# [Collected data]
____
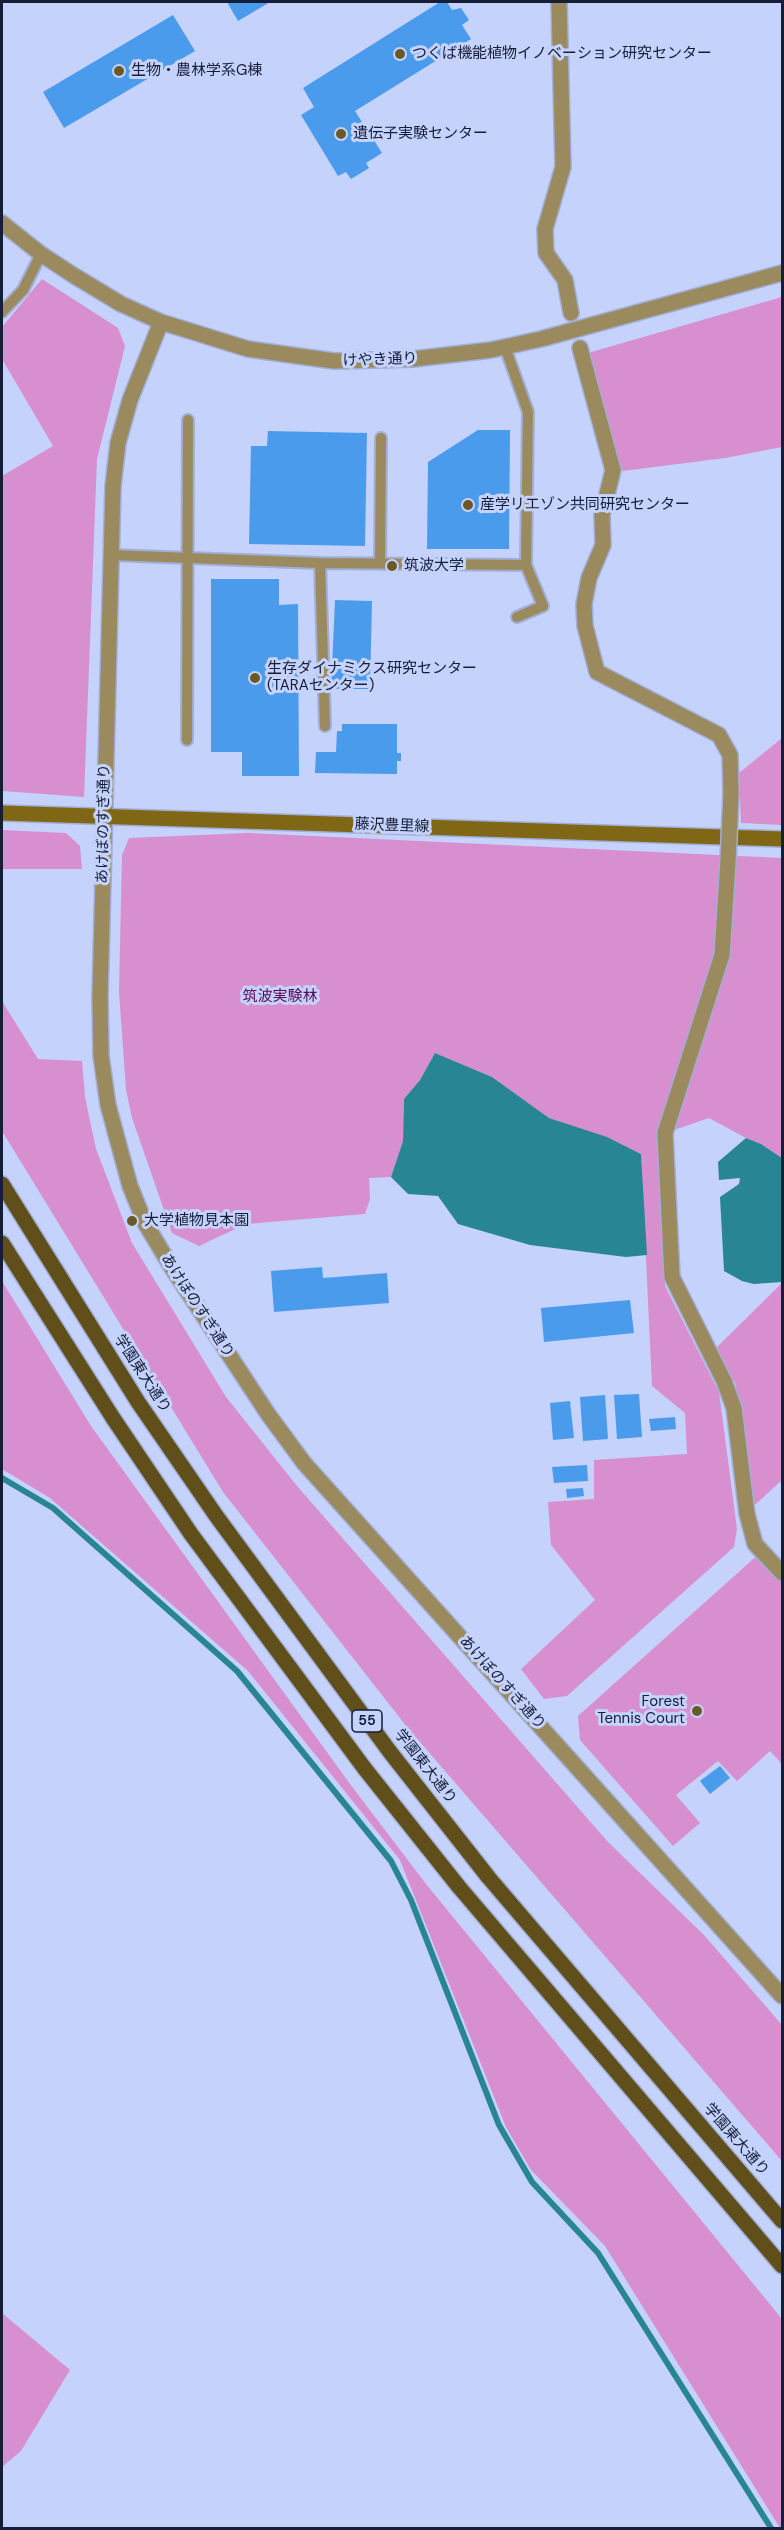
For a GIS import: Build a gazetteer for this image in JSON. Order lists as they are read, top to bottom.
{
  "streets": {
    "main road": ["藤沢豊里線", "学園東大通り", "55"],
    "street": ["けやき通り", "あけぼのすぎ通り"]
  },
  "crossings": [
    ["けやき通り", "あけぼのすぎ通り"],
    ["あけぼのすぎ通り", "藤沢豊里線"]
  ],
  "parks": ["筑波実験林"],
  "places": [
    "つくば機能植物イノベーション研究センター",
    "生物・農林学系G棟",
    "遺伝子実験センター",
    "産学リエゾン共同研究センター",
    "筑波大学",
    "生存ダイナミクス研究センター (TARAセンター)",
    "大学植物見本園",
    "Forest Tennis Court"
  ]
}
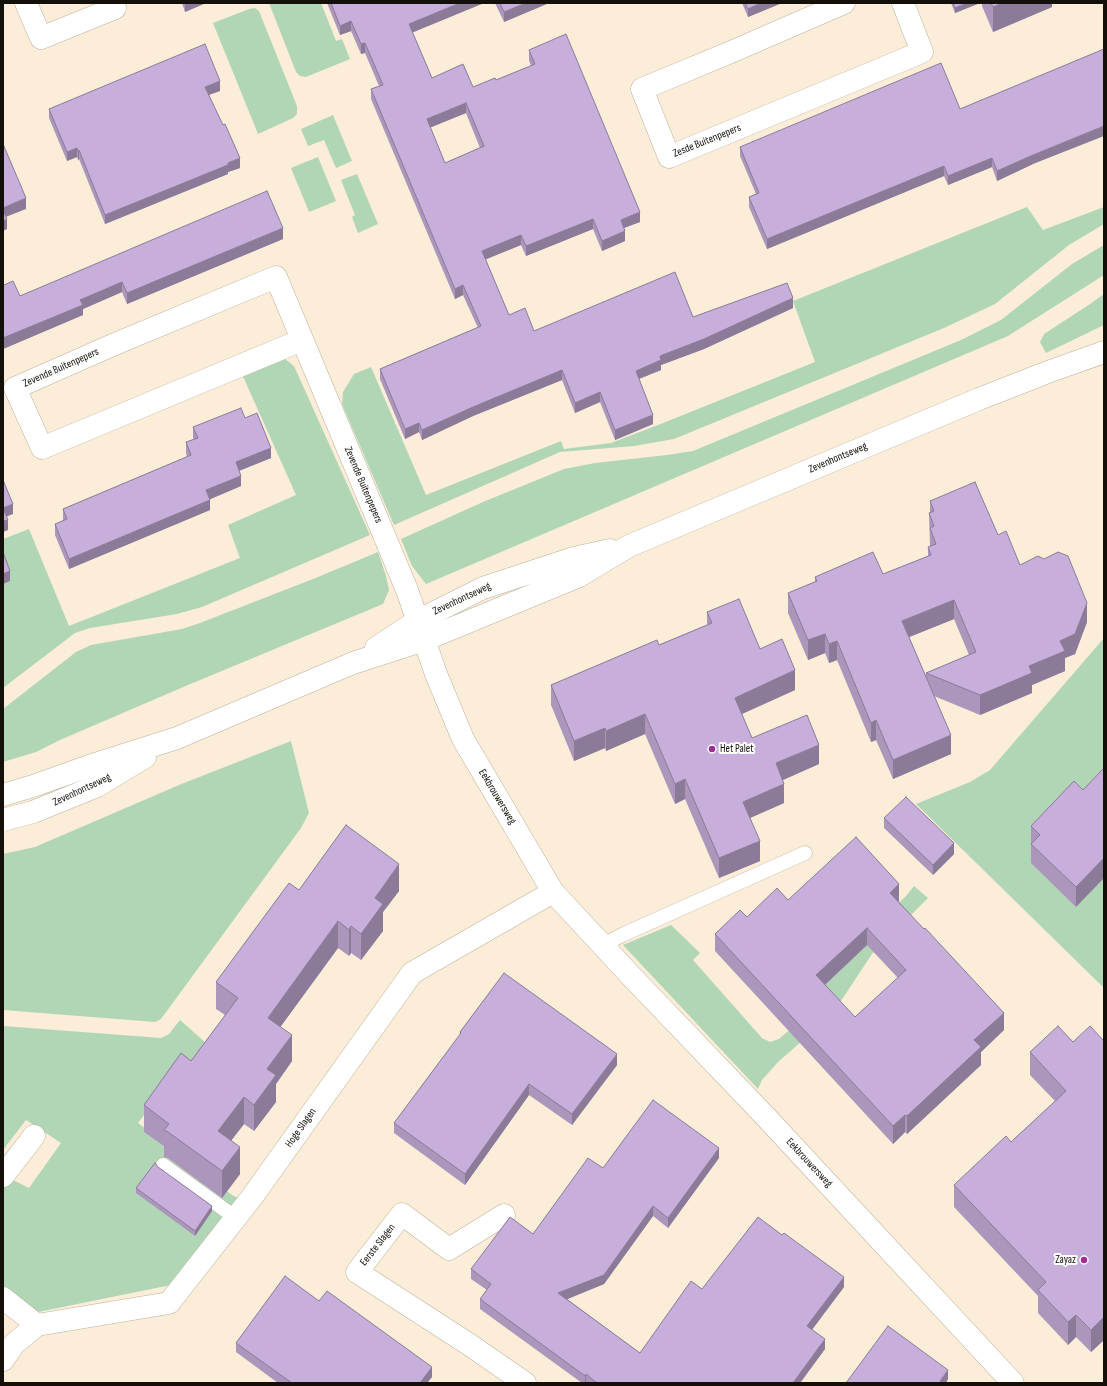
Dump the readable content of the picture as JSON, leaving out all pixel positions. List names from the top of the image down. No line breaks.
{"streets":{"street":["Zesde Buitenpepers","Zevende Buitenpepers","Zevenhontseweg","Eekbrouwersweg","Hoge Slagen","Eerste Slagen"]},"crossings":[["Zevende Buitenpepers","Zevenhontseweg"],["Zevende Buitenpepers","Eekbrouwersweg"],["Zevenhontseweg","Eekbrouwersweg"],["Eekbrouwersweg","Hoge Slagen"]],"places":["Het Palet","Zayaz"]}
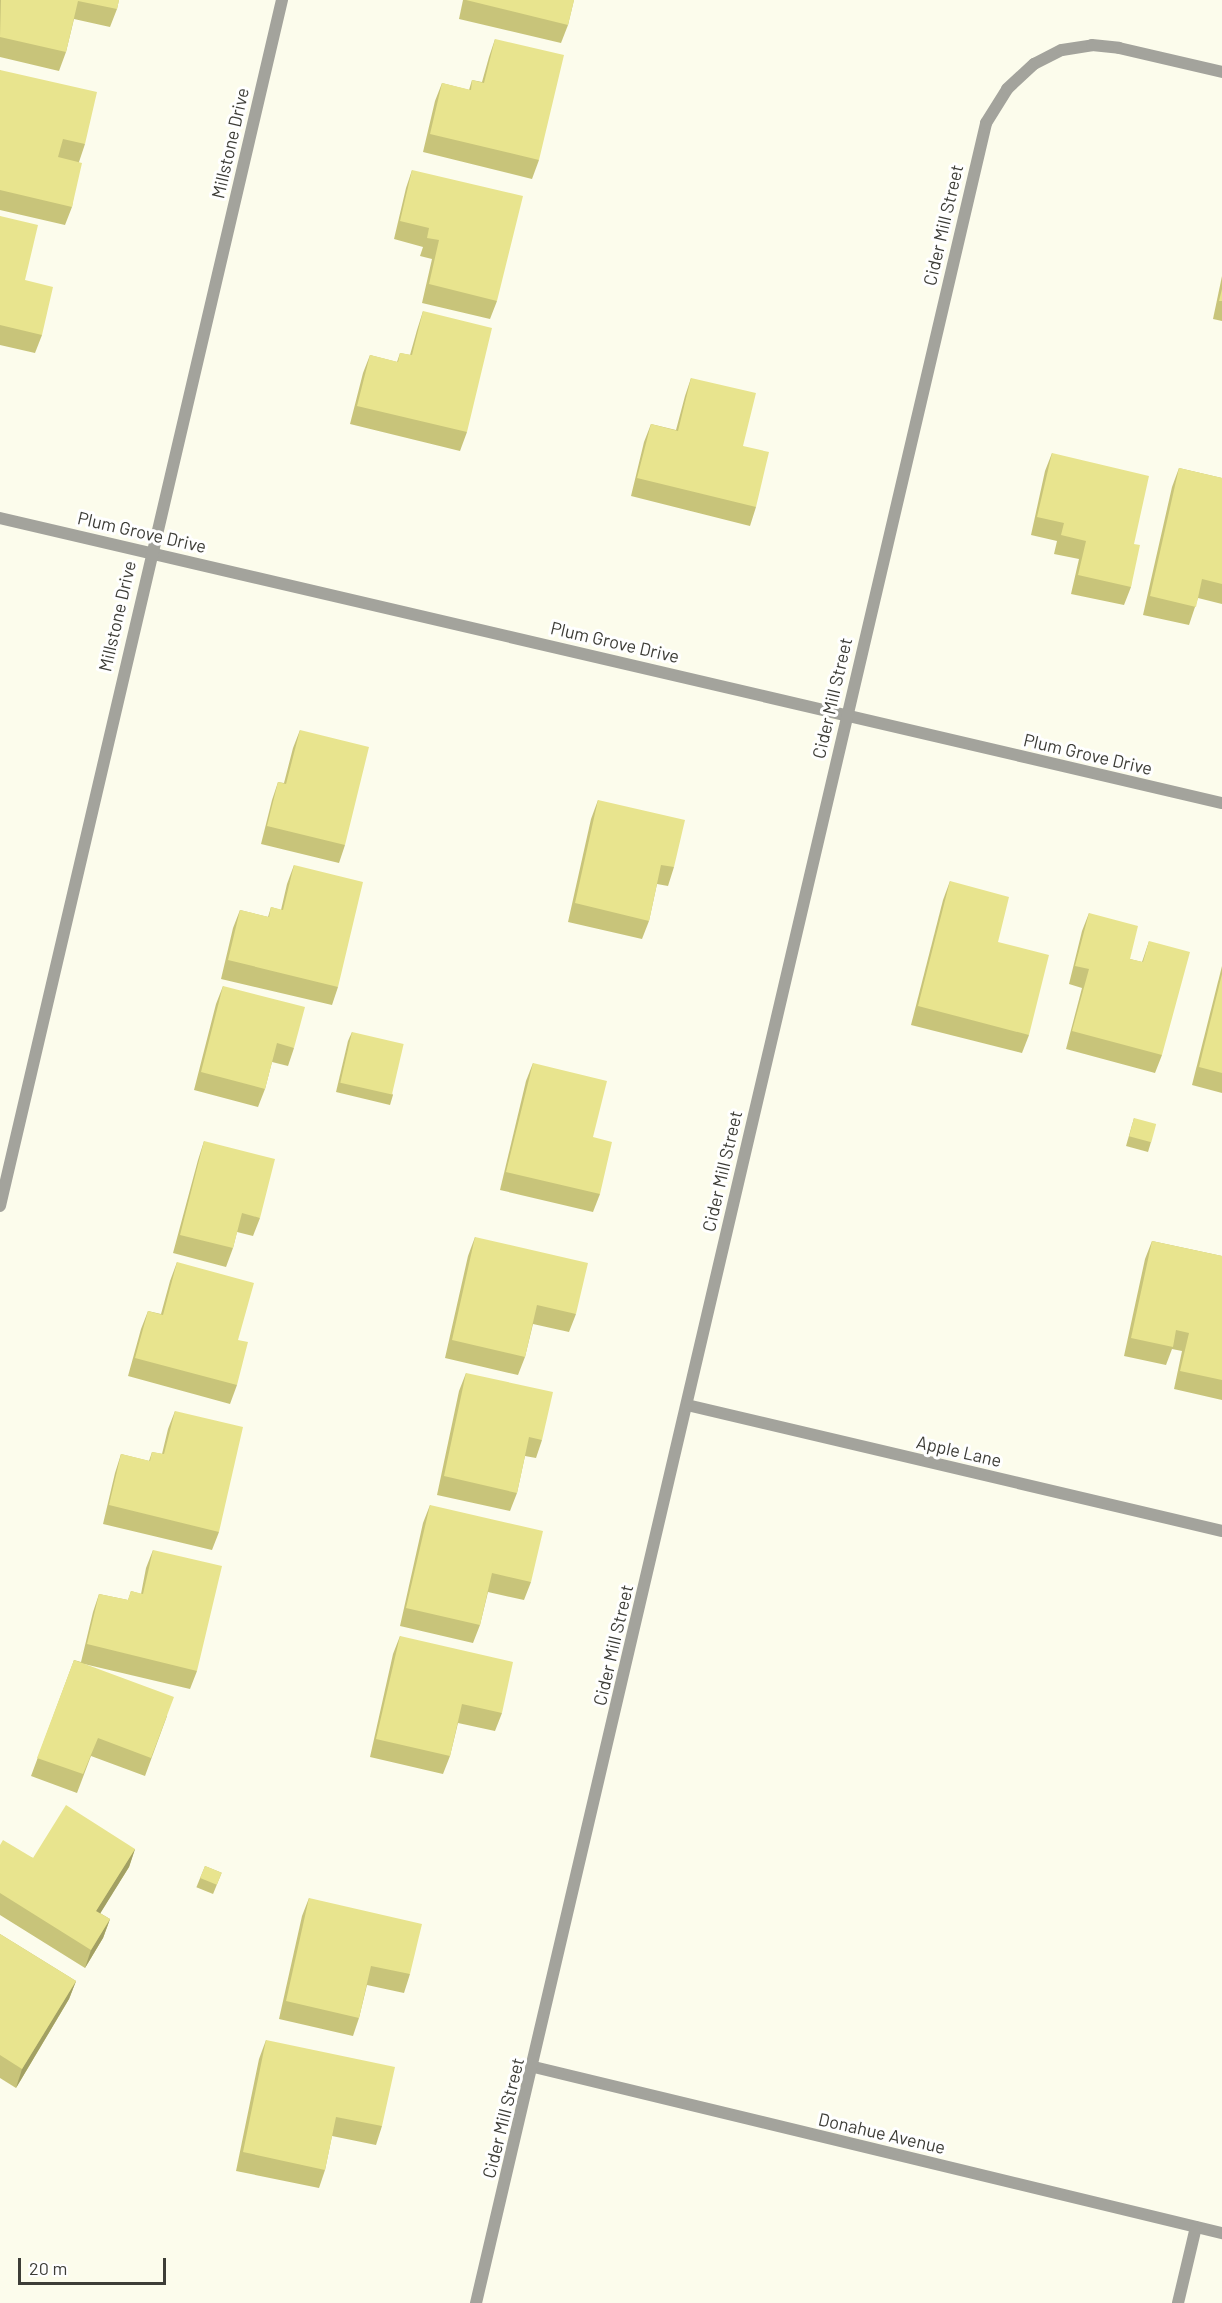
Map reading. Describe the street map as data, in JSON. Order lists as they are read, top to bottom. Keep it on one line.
____
# [Task prompt]
Each record above is to be restated exactly, with its pictures removed from the copy.

# [Exercise solution]
For a GIS import: Build a gazetteer for this image in JSON. Order lists as they are read, top to bottom.
{
  "streets": {
    "main road": ["藤沢豊里線", "学園東大通り", "55"],
    "street": ["けやき通り", "あけぼのすぎ通り"]
  },
  "crossings": [
    ["けやき通り", "あけぼのすぎ通り"],
    ["あけぼのすぎ通り", "藤沢豊里線"]
  ],
  "parks": ["筑波実験林"],
  "places": [
    "つくば機能植物イノベーション研究センター",
    "生物・農林学系G棟",
    "遺伝子実験センター",
    "産学リエゾン共同研究センター",
    "筑波大学",
    "生存ダイナミクス研究センター (TARAセンター)",
    "大学植物見本園",
    "Forest Tennis Court"
  ]
}
Dump the readable content of the picture as JSON, leaving out all pixel positions. List names from the top of the image down. No line breaks.
{"streets":{"street":["Zesde Buitenpepers","Zevende Buitenpepers","Zevenhontseweg","Eekbrouwersweg","Hoge Slagen","Eerste Slagen"]},"crossings":[["Zevende Buitenpepers","Zevenhontseweg"],["Zevende Buitenpepers","Eekbrouwersweg"],["Zevenhontseweg","Eekbrouwersweg"],["Eekbrouwersweg","Hoge Slagen"]],"places":["Het Palet","Zayaz"]}
Map reading. Describe the street map as data, in JSON. Order lists as they are read, top to bottom. Keep it on one line.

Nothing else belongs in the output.